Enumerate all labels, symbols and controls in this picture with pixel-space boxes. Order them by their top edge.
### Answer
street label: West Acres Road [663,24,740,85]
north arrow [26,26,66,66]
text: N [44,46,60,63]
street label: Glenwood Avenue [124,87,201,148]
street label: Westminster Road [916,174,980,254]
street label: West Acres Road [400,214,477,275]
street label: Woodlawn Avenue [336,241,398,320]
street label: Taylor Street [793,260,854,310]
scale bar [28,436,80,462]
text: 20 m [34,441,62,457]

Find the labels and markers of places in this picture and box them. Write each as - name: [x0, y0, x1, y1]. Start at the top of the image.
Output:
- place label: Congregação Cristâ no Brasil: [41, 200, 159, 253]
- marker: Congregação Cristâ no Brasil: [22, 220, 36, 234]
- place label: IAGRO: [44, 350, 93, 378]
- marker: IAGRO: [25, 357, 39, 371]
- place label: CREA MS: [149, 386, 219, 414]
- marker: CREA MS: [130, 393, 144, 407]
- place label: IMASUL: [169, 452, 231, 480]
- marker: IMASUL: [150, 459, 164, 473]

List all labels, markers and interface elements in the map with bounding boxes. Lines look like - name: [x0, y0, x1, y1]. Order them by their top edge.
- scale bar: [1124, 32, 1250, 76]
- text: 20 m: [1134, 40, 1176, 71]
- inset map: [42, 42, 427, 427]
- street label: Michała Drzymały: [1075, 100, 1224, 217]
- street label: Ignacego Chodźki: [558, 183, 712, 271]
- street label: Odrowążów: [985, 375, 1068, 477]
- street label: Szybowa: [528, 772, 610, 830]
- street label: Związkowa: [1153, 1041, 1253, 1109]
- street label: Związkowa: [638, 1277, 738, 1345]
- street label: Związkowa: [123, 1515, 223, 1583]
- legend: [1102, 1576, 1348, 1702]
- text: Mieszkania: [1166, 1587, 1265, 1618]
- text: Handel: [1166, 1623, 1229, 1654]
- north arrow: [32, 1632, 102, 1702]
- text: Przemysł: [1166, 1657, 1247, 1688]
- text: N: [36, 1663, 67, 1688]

---------------

EXERCISE INSTRUCTIONS -
Repeat the whole listing exactly, with no omissions.

SOLUTION TO THIS TASK -
Enumerate all labels, symbols and controls in this picture with pixel-space boxes. Order them by their top edge.
### Answer
street label: West Acres Road [663,24,740,85]
north arrow [26,26,66,66]
text: N [44,46,60,63]
street label: Glenwood Avenue [124,87,201,148]
street label: Westminster Road [916,174,980,254]
street label: West Acres Road [400,214,477,275]
street label: Woodlawn Avenue [336,241,398,320]
street label: Taylor Street [793,260,854,310]
scale bar [28,436,80,462]
text: 20 m [34,441,62,457]

Find the labels and markers of places in this picture and box them. Write each as - name: [x0, y0, x1, y1]. Start at the top of the image.
Output:
- place label: Congregação Cristâ no Brasil: [41, 200, 159, 253]
- marker: Congregação Cristâ no Brasil: [22, 220, 36, 234]
- place label: IAGRO: [44, 350, 93, 378]
- marker: IAGRO: [25, 357, 39, 371]
- place label: CREA MS: [149, 386, 219, 414]
- marker: CREA MS: [130, 393, 144, 407]
- place label: IMASUL: [169, 452, 231, 480]
- marker: IMASUL: [150, 459, 164, 473]

List all labels, markers and interface elements in the map with bounding boxes. Lines look like - name: [x0, y0, x1, y1]. Order them by their top edge.
- scale bar: [1124, 32, 1250, 76]
- text: 20 m: [1134, 40, 1176, 71]
- inset map: [42, 42, 427, 427]
- street label: Michała Drzymały: [1075, 100, 1224, 217]
- street label: Ignacego Chodźki: [558, 183, 712, 271]
- street label: Odrowążów: [985, 375, 1068, 477]
- street label: Szybowa: [528, 772, 610, 830]
- street label: Związkowa: [1153, 1041, 1253, 1109]
- street label: Związkowa: [638, 1277, 738, 1345]
- street label: Związkowa: [123, 1515, 223, 1583]
- legend: [1102, 1576, 1348, 1702]
- text: Mieszkania: [1166, 1587, 1265, 1618]
- text: Handel: [1166, 1623, 1229, 1654]
- north arrow: [32, 1632, 102, 1702]
- text: Przemysł: [1166, 1657, 1247, 1688]
- text: N: [36, 1663, 67, 1688]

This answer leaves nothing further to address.